**Assigned task**
The answer must consist solely of the line containing "List all place" and every line after it in the records below, through the last, each reproduced exactly.
- - - -
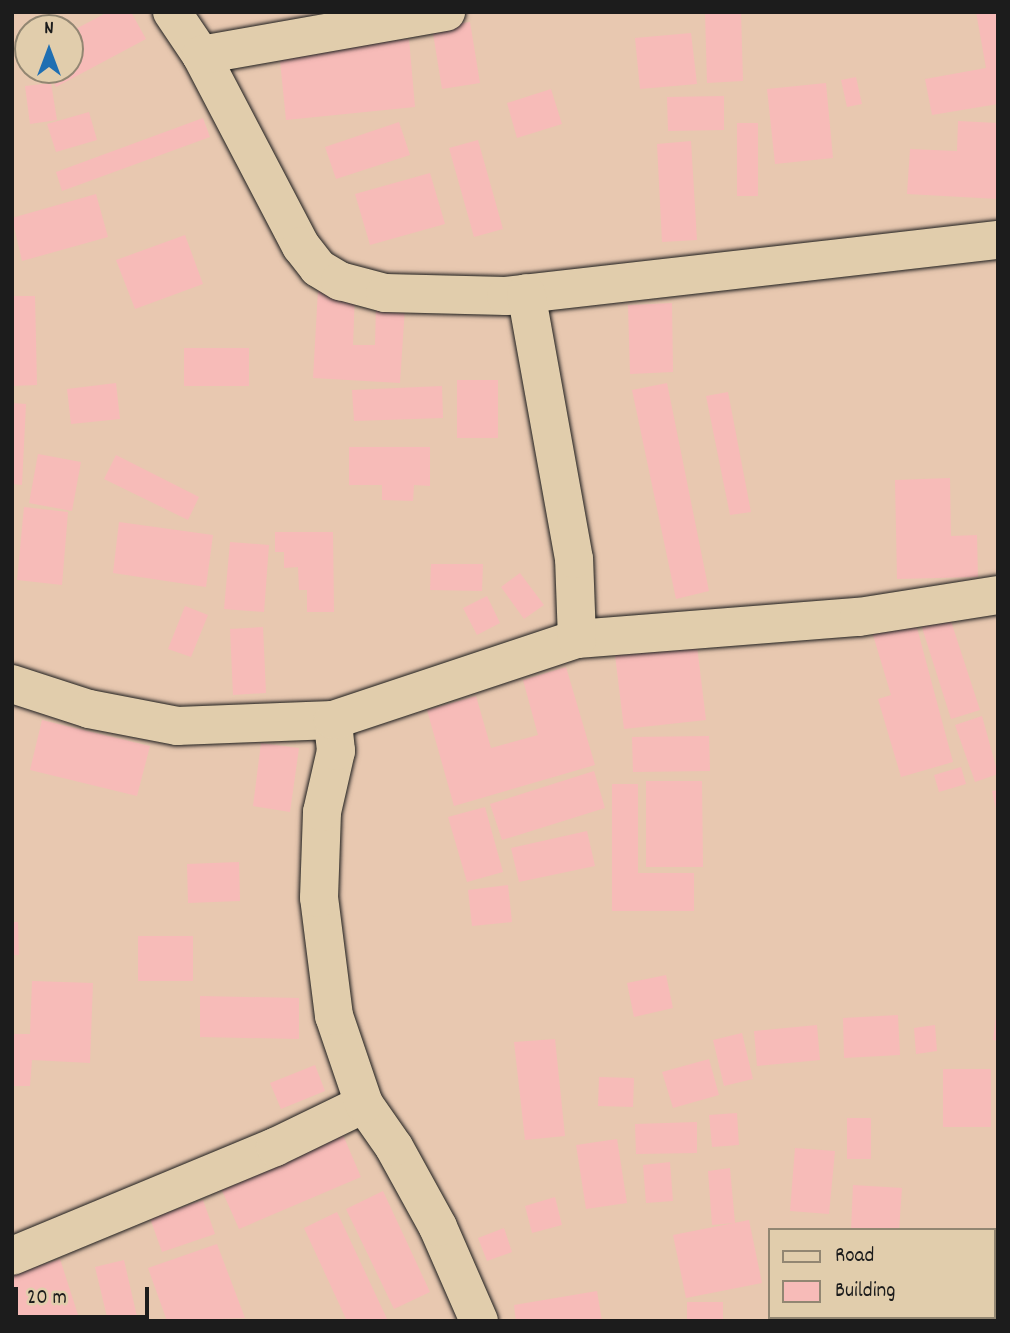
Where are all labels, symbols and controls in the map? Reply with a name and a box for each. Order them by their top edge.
north arrow [14,14,84,84]
text: N [44,16,54,43]
legend [768,1228,996,1319]
text: Road [835,1242,874,1272]
scale bar [18,1274,152,1318]
text: Building [835,1277,895,1307]
text: 20 m [27,1284,67,1314]

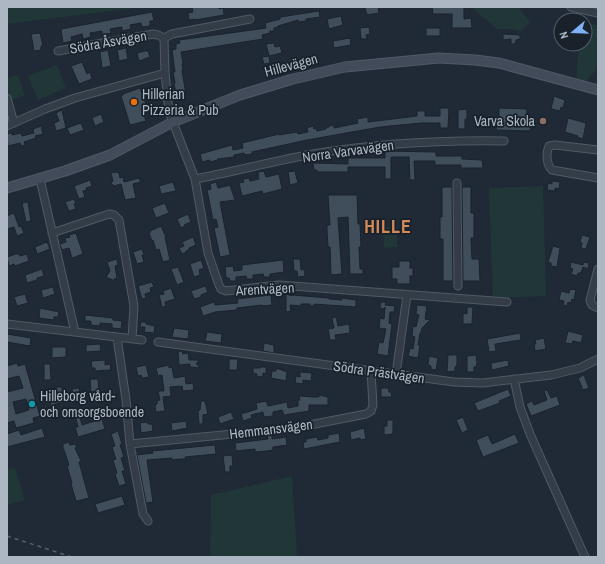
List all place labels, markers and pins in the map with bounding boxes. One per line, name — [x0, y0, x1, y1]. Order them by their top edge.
place label: Hillerian Pizzeria & Pub — [142, 85, 219, 119]
marker: Hillerian Pizzeria & Pub — [129, 97, 139, 107]
place label: Varva Skola — [474, 112, 536, 130]
marker: Varva Skola — [538, 116, 548, 126]
place label: Hilleborg vård- och omsorgsboende — [40, 387, 144, 421]
marker: Hilleborg vård- och omsorgsboende — [27, 399, 37, 409]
- - - -
**Your response**
List all place labels, markers and pins in the map with bounding boxes. One per line, name — [x0, y0, x1, y1]. Order them by their top edge.
place label: Hillerian Pizzeria & Pub — [142, 85, 219, 119]
marker: Hillerian Pizzeria & Pub — [129, 97, 139, 107]
place label: Varva Skola — [474, 112, 536, 130]
marker: Varva Skola — [538, 116, 548, 126]
place label: Hilleborg vård- och omsorgsboende — [40, 387, 144, 421]
marker: Hilleborg vård- och omsorgsboende — [27, 399, 37, 409]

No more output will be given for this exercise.